Prior to this, “There was always deep involvement by the government in supporting media, assisting media, and shaping media,” she says. This began with subsidies that reduced postage for colonial newspapers, which yielded “more newspapers in circulation in this new country per capita than there were in England.” Throughout U.S. history, the Supreme Court has halted taxes on newspapers, government policies have promoted the growth of communications technologies from the telegraph on, and antitrust laws have been used to foster competition among media outlets.
Minow acknowledges the inherent risks of government involvement in media. “We certainly do not want a government censor,” she says. “On the other hand, there’s a lot of latitude for government action—particularly around the structures of media.” Some experts propose using antitrust laws to break up Facebook and other media giants, an idea with some bipartisan support in Congress. Minow is “less confident that that’s a promising solution, because even if Facebook and Google were broken up into four or five companies each, they’d still be enormous.” But she offers a host of other strategies, including the use of consumer-protection laws to require media-company transparency about how their algorithms operate. Social-media companies could be treated like utilities, privately owned but subject to regulation, to protect citizen access to information. Tax policy could be used to incentivize new news organizations, particularly in news deserts.

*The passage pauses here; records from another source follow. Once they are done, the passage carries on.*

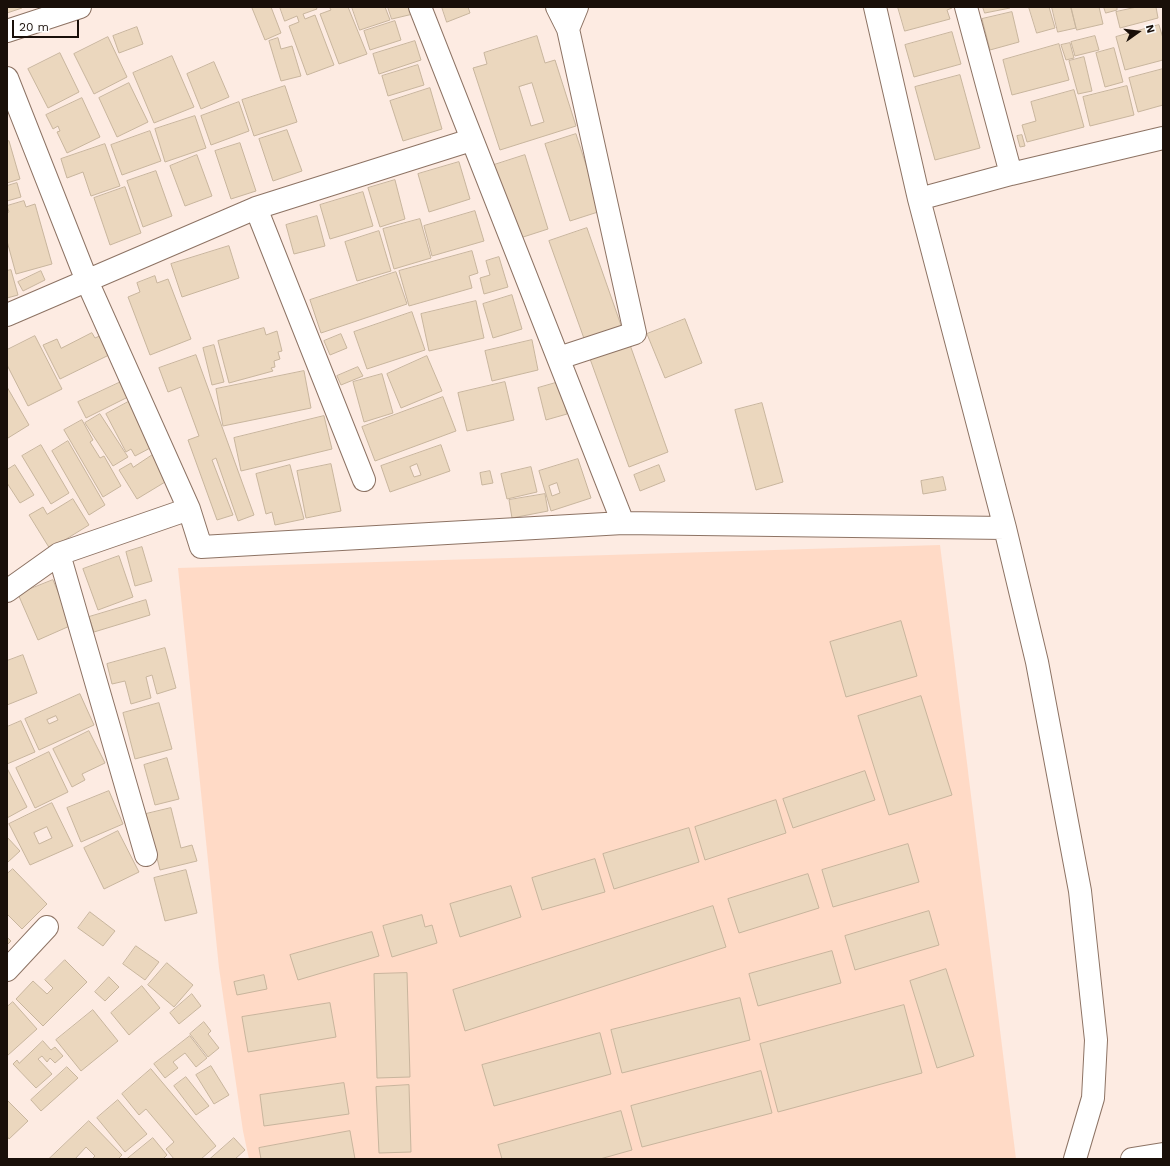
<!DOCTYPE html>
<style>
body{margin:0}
#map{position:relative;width:1170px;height:1166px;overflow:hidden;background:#fdebe2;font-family:"Work Sans",sans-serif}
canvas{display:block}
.frame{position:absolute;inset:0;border:8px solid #190f09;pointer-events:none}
.north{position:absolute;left:1118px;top:12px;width:40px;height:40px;-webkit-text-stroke:3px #fdfdfd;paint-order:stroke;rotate:76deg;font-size:11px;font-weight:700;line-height:16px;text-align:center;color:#190f09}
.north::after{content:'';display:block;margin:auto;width:14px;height:18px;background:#190f09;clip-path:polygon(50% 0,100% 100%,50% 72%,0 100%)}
.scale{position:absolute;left:12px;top:20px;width:67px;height:18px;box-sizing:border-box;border:2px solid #190f09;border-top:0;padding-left:5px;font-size:12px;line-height:14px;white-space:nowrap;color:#190f09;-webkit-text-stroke:3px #fdfdfd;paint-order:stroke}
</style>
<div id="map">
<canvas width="1170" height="1166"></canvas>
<div class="frame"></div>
<div class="north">N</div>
<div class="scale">20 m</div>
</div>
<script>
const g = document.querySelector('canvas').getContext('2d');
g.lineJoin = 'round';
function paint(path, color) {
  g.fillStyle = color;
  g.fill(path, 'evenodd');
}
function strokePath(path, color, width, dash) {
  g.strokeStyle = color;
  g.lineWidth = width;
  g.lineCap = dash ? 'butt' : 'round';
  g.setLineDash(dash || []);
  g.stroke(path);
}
paint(new Path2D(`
 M940 545 1016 1159H249L243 1131 219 968 178 568Z`), '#ffdac6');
const building = new Path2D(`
 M7 7H22V8L7 13Z
 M255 7H271L281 33 265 40 252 8Z
 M280 7H316L317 9 303 14 305 19 315 15 334 65 307 75 289 26 299 22 297 16 285 21Z
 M332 7H348L367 54 339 64 320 14 331 10 330 8Z
 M352 7H385L390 20 360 30Z
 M388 7H411L413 14 392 19Z
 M442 7H468L470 13 447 22Z
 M898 7H952V8L947 10 950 19 905 31Z
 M983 7H1010V8L985 13Z
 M1029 7H1049L1055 28 1037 33Z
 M1052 7H1071L1076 28 1058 32Z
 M1071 7H1099L1103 24 1077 30Z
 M1104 7H1117V10L1106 13Z
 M1137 7H1156L1158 18 1120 28 1116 12Z
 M1012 12 1019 42 990 50 982 19Z
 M395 21 401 40 370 50 364 31Z
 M1159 25 1163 38V60L1125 70 1116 37Z
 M137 27 143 44 119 53 113 36Z
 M952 32 961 64 914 77 905 45Z
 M537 36 545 63 555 60 576 126 500 150 473 68 487 64 484 53ZM532 83 544 122 531 126 519 87Z
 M1095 36 1099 50 1075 56 1071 42Z
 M108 37 127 77 94 94 74 54Z
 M278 38 281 49 292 46 301 76 281 81 269 41Z
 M415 41 421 60 379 74 373 54Z
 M1070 43 1074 58 1066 60 1061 45Z
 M1059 44 1069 80 1012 95 1003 60Z
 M1114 48 1123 82 1105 87 1096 53Z
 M60 53 79 92 48 108 28 69Z
 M172 56 194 107 154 123 133 73Z
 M1084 57 1092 91 1078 94 1069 61Z
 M214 62 229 97 201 109 187 74Z
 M418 65 424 85 388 96 382 76Z
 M1163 69V105L1138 112 1129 78Z
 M960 75 980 148 935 160 915 87Z
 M129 83 148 122 117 137 99 98Z
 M285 86 297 122 254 136 242 100Z
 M1127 86 1134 115 1090 126 1083 97Z
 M430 88 442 129 403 141 390 101Z
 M1074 90 1084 127 1027 142 1022 125 1036 121 1031 102Z
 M82 98 100 137 67 153 57 132 60 131 58 126 53 129 46 115Z
 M239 102 249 131 211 145 201 116Z
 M195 116 206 148 165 162 155 129Z
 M287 130 302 171 273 181 259 139Z
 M150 131 161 161 122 175 111 145Z
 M576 134 601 211 570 221 545 144Z
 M1022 135 1025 146 1020 147 1017 136Z
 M9 141 20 179 7 183V142Z
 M240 143 256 191 231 199 215 151Z
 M105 144 120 186 91 196 83 172 67 178 61 159Z
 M197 155 212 196 185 206 170 166Z
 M525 155 548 229 517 239 494 165Z
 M459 162 470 199 429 212 418 174Z
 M156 171 172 216 143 227 127 181Z
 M395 180 405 219 380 227 368 188Z
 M17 183 21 197 7 201V186Z
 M125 187 141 233 110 245 94 198Z
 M363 192 373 226 330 239 320 205Z
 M24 201 26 207 35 204 52 264 16 274 7 241V213L9 212 7 206Z
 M475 211 484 241 432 256 424 226Z
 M317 216 325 246 294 254 286 225Z
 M420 219 431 258 394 269 383 229Z
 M587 228 623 331 586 344 549 241Z
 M379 231 391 271 357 281 345 242Z
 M229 246 239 278 182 297 171 264Z
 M472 251 478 273 469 276 472 288 409 306 399 271Z
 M499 257 508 287 484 294 480 278 490 275 486 261Z
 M11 270 18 295 7 298V271Z
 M41 271 45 280 23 291 18 282Z
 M396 272 407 304 321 333 310 300Z
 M155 276 157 283 168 279 191 339 150 355 128 297 140 292 137 283Z
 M512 295 522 329 493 338 483 304Z
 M476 301 484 338 429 351 421 314Z
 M412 312 425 350 367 369 354 332Z
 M685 319 702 363 665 378 647 334Z
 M264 328 266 335 277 331 282 351 278 352 280 359 274 361 275 367 271 368 273 371 229 383 218 341Z
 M92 333 95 338 102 335 111 354 60 379 43 345 57 339 61 348Z
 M341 334 347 348 330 355 324 341Z
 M35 336 62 389 28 406 7 365V350Z
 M532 340 538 370 492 381 485 351Z
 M629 342 668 452 629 467 589 356Z
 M214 345 224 382 212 385 203 348Z
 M196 355 254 515 238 521 216 458 212 460 233 515 217 520 188 440 199 436 181 387 168 392 159 368Z
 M427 356 442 391 401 408 387 374Z
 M358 367 363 376 341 385 337 376Z
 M304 371 311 408 223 426 216 389Z
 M382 374 393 413 364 422 353 382Z
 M123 381 130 396 86 418 78 402Z
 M505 382 514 420 467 431 458 393Z
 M559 382 567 414 546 420 538 388Z
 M7 387 29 425 8 438 7 436Z
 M443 397 456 431 375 461 362 427Z
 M130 401 154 446 135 456 131 449 126 452 106 414Z
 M762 403 783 482 756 490 735 410Z
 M100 414 128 457 113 466 85 423Z
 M324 416 332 449 241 471 234 438Z
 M82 420 93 440 90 442 100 458 104 456 121 486 103 497 64 430Z
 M68 441 105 505 89 515 52 451Z
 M41 445 69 493 51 504 22 456Z
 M441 445 450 471 390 492 381 466ZM417 464 421 475 414 477 410 467Z
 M154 454 170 479 137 499 119 470 131 463 133 467Z
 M578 459 591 498 551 511 539 471ZM557 483 560 493 552 496 549 486Z
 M331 464 341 511 306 518 297 471Z
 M15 465 34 495 20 503 7 483V470Z
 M290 465 304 519 275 525 272 512 266 514 256 474Z
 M659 465 665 481 640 491 634 475Z
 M531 467 537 492 507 499 501 474Z
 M490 471 493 483 482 485 480 473Z
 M943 477 946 490 923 494 921 481Z
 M545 494 548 511 512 518 509 500Z
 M73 499 89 525 50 549 29 515 43 507 47 514Z
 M142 547 152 581 135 586 126 552Z
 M119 556 133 597 98 610 83 569Z
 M53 580 72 625 38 640 18 594Z
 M146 600 150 615 94 632 89 617Z
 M901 621 917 676 846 697 830 642Z
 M165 648 176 688 157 694 152 675 146 677 151 698 131 704 125 681 112 684 107 664Z
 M23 655 37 693 7 705V661Z
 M80 694 94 725 39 750 25 719ZM56 716 58 720 49 724 47 720Z
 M921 696 952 795 889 815 858 716Z
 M159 703 172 749 135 759 123 713Z
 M21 721 35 752 7 764V727Z
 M89 731 105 763 82 774 85 780 72 787 53 749Z
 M49 752 68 792 35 808 16 768Z
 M167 758 179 799 155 805 144 765Z
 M8 770 27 807 7 818V771Z
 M865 771 875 800 793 828 783 799Z
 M109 791 123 824 81 842 67 808Z
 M776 800 786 833 705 860 695 827Z
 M52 803 73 846 30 865 9 824ZM47 827 52 838 39 844 34 833Z
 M171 808 181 848 192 845 197 861 160 870 146 814Z
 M689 828 699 862 614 889 603 854Z
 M118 831 139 872 104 889 84 848Z
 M7 837 20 851 8 862 7 861Z
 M908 844 919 882 833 907 822 870Z
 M595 859 605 892 542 910 532 878Z
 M13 869 47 904 22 929 7 914V874Z
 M186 870 197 913 165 921 154 878Z
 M808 874 819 908 739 933 728 899Z
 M511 886 521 917 460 937 450 904Z
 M713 906 726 947 465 1031 453 990Z
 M929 911 939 945 855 970 845 936Z
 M90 912 115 931 103 946 78 928Z
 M422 915 425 927 432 925 437 943 392 957 383 926Z
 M372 932 379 956 298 980 290 955Z
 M7 937 11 941 7 945Z
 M136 946 159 962 145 980 123 964Z
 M832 951 841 983 758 1006 749 974Z
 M65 960 87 982 43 1026 16 999 33 981 47 994 53 988 45 980Z
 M167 963 193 985 174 1007 148 985Z
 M946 969 974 1056 937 1068 910 981Z
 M407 973 410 1077 377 1078 374 974Z
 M264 975 267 989 237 995 234 982Z
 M109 977 119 987 105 1001 95 992Z
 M142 986 160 1008 129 1035 111 1013Z
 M192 994 201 1006 179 1024 170 1013Z
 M740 998 750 1040 622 1073 611 1030Z
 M13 1002 37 1029 7 1056V1007Z
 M330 1003 336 1037 248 1052 242 1017Z
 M904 1005 922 1073 778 1112 760 1044Z
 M93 1010 118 1041 81 1071 56 1040Z
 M204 1022 211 1031 208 1034 219 1048 208 1057 190 1034Z
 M600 1033 611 1074 494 1106 482 1065Z
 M190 1036 207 1058 196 1067 185 1053 173 1062 178 1068 165 1078 154 1064Z
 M43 1041 51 1050 55 1047 63 1056 55 1063 50 1058 47 1062 42 1056 38 1059 52 1074 36 1088 13 1064 17 1060 19 1063Z
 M211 1066 229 1095 214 1104 196 1075Z
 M67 1067 78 1078 41 1111 31 1100Z
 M151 1069 216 1146 201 1159H174L166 1149 174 1142 146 1109 139 1115 122 1094Z
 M761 1071 772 1113 642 1147 631 1106Z
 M186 1077 209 1106 196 1115 174 1086Z
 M344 1083 349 1114 264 1126 260 1095Z
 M409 1085 411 1152 379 1153 376 1087Z
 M7 1100 28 1121 9 1139 7 1136Z
 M118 1100 147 1134 125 1152 97 1118Z
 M621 1111 632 1150 600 1159H502L498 1145Z
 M89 1121 122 1155 118 1159H92L95 1156 86 1147 75 1159H49Z
 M350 1131 355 1159H261L259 1148Z
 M153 1138 167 1155 163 1159H127Z
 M234 1138 245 1150 235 1159H210Z`);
paint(building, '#ebd7be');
strokePath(building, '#c8b59d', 1);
const minor = new Path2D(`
 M420 7 623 523
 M557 7 568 29 635 333 559 358
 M875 7 919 199 1005 528 1037 662 1080 891 1096 1040 1093 1098 1075 1159
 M966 7 1011 174
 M568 29 577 7
 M7 31 80 7
 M7 78 87 281 189 509 201 547 623 523 1005 528
 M919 199 1011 174 1163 138
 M256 208 364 480
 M7 315 256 208 471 140
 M59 554 146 855
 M7 591 59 554 189 509
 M7 970 47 927
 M1132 1159 1163 1154`);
strokePath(minor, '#8d7364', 24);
strokePath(minor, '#fff', 22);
</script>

She also calls for more enforcement of fraud in cases of election interference, particularly for political ads generated by bots in other countries. “There should be some consequences, including shutting some operations down,” Minow asserts. To counter the echo-chamber effect of social media, she sees potential in “serendipity algorithms,” which generate content very different from what users normally encounter or seek out. Government entities shouldn’t control the information users see, but they could require disclosure of serendipity algorithms as an option, and require social-media outlets to offer them, Minow says. She also recommends requiring companies to honor their own service agreements, and to pay for news circulated on their platforms. “Otherwise,” she points out, “you’ll just have more and more journalists who are laid off and we won’t have new news.” And she calls for improved media education to help kids become discerning information consumers. “It’s a public-health requirement at this point,” she says, “and to go back to the Framers, it’s necessary for democracy.”
“There’s only one private enterprise that is mentioned in the United States Constitution and it’s the press,” Minow emphasizes.
There’s no silver bullet, Minow declares; such problems will require a variety of solutions. Though she stresses that the history of the press in the United States is hardly all rosy, she argues that nurturing a healthy press is a vital project. “There’s only one private enterprise that is mentioned in the United States Constitution and it’s the press,” she emphasizes. “That raises the question: is the Constitution, our way of life, our government, all predicated on the existence of an institution that may not exist? When the news function is folded in as part of the selling of Internet platforms, where gathering news and distributing it are not even in the top five purposes, what happens to a democracy?”